Il se savait bon acteur il était été dans la troupe de théâtre de son collège, de son lycée, puis avait un peu continué à l'université. Son aptitude à rentrer dans des personnages improvisés avait tapé dans l'œil de ses supérieurs lorsqu'il avait rejoint les forces de l'ordre. Rapidement, il avait eu droit à des enquêtes sous couvertures.
Il avait été gangster, musicien, homme d'affaire, cuisinier, et même escort ! C'était la première fois qu'il improvisait en présence d'un suspect, la première fois qu'il impliquait autant ses amis, la première fois qu'il entrait autant dans la peau d'un personnage. Il pouvait encore ressentir l'adrénaline de l'échange, la subtilité avec laquelle il avait joué sur les mots, comment il avait incité discrètement les autres membres de l'équipe à l'épauler. Il ne savait pas d'où cette énergie lui était venue.
Tout devint froid. Il frissonna.
- Tiens, entendit-il dire John.
Il sentit une couverture sur ses épaules et une tasse de café lui être tendue. Il releva la tête et vit John, Sherlock ainsi qu'Anthea à ses côtés. Ces derniers lui souriaient.
Il leur rendit un sourire maladroit.
*xXx*
Ils n'eurent pas de difficulté à trouver Kate McGiwan avec les informations obtenues. Cette dernière ne fut pas non plus surprise de les voir arriver. Elle se présenta à Dimmock qui lui mit les menottes. Aucun mot ne fut prononcé durant le trajet vers la salle d'interrogatoire. Cette fois-ci, c'était Dimmock qui s'en chargerait. Lestrade s'était endormi peu avant d'épuisement.
- Detective Inspector Paul Dimmock. Vous êtes ici pour les meurtres et la complicité des meurtres de seize victimes et tentative de meurtre sur deux victimes. Qu'avez-vous à dire pour votre défense ?

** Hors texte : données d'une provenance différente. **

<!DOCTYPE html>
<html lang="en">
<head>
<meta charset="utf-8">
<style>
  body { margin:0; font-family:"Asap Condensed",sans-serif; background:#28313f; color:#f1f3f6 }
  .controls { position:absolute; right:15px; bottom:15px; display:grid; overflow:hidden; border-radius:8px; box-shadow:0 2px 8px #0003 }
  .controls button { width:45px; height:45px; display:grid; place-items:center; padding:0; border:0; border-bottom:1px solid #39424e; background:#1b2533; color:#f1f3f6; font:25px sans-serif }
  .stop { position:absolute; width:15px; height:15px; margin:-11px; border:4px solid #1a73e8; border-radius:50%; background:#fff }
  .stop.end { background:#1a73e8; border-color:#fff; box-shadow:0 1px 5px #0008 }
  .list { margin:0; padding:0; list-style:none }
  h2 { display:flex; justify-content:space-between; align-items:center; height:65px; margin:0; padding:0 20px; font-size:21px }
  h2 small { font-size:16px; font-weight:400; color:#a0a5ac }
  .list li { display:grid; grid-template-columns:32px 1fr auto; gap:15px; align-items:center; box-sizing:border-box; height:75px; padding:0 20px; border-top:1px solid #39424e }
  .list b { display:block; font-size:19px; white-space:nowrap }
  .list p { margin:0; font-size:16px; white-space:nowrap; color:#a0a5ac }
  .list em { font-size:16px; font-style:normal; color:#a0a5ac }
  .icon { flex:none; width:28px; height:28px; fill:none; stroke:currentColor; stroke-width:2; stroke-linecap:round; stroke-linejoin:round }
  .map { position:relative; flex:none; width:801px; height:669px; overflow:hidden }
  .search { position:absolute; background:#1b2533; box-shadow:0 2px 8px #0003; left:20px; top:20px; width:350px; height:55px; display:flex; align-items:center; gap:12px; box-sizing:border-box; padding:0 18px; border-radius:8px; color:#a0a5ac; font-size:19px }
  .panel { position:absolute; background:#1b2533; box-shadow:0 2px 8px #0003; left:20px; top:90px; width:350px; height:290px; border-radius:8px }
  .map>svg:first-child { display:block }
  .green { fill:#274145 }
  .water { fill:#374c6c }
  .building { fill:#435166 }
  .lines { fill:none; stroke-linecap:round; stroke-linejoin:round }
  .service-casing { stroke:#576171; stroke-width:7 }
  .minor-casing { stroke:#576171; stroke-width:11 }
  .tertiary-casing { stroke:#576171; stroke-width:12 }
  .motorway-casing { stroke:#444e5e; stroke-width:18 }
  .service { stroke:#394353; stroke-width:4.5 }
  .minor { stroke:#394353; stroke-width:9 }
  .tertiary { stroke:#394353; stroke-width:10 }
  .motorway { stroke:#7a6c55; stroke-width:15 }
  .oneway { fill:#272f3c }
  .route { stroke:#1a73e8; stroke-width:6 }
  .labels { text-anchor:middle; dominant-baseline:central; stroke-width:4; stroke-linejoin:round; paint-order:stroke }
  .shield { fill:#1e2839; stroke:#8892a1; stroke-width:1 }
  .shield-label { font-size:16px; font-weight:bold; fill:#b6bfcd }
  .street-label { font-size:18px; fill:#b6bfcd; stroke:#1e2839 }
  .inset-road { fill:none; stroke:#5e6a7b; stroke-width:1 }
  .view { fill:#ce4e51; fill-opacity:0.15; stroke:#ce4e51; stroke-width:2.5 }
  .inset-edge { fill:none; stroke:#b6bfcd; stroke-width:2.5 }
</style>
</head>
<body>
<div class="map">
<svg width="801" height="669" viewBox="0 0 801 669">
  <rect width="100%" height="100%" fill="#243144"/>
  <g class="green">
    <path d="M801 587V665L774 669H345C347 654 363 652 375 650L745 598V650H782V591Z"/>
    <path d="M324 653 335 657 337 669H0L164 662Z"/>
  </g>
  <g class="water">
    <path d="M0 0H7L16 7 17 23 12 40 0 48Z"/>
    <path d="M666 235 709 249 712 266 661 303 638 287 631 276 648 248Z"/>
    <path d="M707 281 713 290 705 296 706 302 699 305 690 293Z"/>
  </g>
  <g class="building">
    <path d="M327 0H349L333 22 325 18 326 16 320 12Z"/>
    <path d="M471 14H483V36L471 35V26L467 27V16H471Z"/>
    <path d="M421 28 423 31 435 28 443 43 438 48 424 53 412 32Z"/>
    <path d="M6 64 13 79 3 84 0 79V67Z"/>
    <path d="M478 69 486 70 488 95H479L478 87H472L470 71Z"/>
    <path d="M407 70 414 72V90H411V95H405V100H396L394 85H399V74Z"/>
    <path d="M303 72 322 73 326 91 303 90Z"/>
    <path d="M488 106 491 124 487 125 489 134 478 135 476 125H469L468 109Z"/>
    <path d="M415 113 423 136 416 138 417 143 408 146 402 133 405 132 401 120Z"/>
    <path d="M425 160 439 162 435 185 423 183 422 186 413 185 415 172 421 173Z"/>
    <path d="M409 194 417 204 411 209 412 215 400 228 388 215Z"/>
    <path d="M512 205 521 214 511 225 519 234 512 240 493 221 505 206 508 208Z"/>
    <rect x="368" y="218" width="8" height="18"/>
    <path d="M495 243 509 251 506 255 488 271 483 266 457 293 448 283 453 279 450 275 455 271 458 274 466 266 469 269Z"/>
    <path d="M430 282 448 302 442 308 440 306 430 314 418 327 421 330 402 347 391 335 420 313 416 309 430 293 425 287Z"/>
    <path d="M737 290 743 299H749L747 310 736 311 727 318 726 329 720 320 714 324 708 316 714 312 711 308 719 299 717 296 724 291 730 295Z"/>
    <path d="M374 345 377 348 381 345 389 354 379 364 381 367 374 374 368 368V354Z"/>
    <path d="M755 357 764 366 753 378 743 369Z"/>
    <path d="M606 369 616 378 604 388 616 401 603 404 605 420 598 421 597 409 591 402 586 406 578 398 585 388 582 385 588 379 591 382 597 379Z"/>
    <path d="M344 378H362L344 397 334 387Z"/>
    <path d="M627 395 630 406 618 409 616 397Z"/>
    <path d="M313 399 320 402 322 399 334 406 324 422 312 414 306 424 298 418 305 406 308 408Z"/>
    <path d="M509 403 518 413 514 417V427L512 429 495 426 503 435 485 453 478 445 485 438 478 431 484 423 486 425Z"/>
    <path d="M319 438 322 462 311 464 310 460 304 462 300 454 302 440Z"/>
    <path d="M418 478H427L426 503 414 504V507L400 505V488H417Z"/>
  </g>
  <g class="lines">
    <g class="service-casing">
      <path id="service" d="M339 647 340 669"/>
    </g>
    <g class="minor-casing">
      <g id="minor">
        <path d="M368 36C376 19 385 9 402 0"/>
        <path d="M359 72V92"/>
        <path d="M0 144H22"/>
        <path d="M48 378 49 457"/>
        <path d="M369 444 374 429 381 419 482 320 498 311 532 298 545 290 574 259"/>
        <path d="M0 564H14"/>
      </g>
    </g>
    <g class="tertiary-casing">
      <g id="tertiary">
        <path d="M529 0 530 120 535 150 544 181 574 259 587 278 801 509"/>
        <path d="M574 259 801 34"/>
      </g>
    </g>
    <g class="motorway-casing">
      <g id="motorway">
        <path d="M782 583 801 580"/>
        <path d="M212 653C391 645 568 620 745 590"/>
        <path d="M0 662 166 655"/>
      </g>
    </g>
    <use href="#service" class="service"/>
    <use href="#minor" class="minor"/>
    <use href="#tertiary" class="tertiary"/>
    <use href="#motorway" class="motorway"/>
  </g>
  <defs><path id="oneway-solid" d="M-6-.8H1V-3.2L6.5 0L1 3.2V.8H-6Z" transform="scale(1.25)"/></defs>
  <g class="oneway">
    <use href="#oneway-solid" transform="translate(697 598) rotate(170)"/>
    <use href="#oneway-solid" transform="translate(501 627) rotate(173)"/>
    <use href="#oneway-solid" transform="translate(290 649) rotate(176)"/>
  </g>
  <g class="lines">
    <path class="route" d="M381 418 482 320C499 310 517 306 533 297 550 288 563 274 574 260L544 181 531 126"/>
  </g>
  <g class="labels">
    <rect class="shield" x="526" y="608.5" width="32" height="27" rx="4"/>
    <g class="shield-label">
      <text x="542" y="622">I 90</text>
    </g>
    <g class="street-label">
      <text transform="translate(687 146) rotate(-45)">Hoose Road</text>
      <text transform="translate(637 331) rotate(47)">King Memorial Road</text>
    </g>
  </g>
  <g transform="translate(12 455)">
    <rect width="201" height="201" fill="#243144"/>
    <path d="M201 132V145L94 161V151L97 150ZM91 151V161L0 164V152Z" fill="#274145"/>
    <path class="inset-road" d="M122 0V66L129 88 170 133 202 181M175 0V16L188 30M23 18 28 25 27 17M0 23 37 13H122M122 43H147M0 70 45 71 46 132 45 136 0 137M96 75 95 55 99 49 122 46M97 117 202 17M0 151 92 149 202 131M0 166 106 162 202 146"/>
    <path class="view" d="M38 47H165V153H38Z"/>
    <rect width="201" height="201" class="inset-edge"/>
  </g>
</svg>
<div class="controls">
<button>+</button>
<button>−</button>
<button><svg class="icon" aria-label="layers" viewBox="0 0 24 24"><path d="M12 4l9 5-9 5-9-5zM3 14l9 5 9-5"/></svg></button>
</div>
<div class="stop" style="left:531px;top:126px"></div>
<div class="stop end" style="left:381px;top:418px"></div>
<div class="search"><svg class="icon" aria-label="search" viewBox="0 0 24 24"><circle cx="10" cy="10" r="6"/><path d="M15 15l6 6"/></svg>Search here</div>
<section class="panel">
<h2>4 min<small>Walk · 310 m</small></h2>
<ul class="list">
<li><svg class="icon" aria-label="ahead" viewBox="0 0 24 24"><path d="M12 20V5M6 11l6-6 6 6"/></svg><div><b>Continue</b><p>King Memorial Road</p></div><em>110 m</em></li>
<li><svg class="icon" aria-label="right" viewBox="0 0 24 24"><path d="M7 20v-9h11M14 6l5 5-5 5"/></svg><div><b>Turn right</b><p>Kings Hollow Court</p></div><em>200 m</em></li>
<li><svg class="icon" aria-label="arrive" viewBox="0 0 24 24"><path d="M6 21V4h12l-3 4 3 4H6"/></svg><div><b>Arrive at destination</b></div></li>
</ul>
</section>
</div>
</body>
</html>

- Rien, j'accepte les accusations. Et je veux un avocat.
- Vous n'en aurez pas.
- Pardon ?
- Vous n'en aurez pas. Voici la motion qui le prouve. Maintenant, j'ai une série de questions à vous poser. Qu'est-ce qui vous a poussé à agir ainsi ?
- Je me suis repentie.
- Ça, nous le savons, et quoi d'autre ?
- Parce que j'avais voulu me rendre utile à l'organisation. Si je me comporte bien, je serais promue à un poste important. J'ai envie d'avoir leur confiance. Je suis un membre dédié et acquis au projet.
Regard vide, dénué de vie. La jeune femme n'était plus que l'ombre d'elle-même, toute conscience aspirée par un lavage de cerveau qui avait déjà fait trop de dégâts.
- Et qui sont ces personnes dont vous désirez la confiance ?
- Anthony. C'est lui qui m'a tout appris. Ainsi que notre chef.
- Qui est-il ?
- Je ne sais pas. Il me communiquait tout à travers Anthony. C'était lui mon relais. Puis je servais d'intermédiaire pour les deux autres membres de l'équipe. A quatre, nous étions chargés de cette mission dont le but était d'alerter les politiciens du G8 sur nos intentions.
- Qui sont les deux autres membres ?
- Mark Philips et Jack Hammer. Ils ne sont que des pions en formation. Vous ne saurez rien d'eux.
- Et pourquoi me dites-vous cela ?
- Parce que j'ai échoué et qu'on m'avait ordonné de le faire dans le cas où je serais capturée.
- Que pouvez-vous nous dire sur l'organisation ?
- Rien.
Ce furent ses dernières paroles. Dimmock ne réussit pas à lui soustraire d'autres informations. Ce dernier resta planté dans la salle après l'épisode, déstabilisé par tant de froideur et de... vide.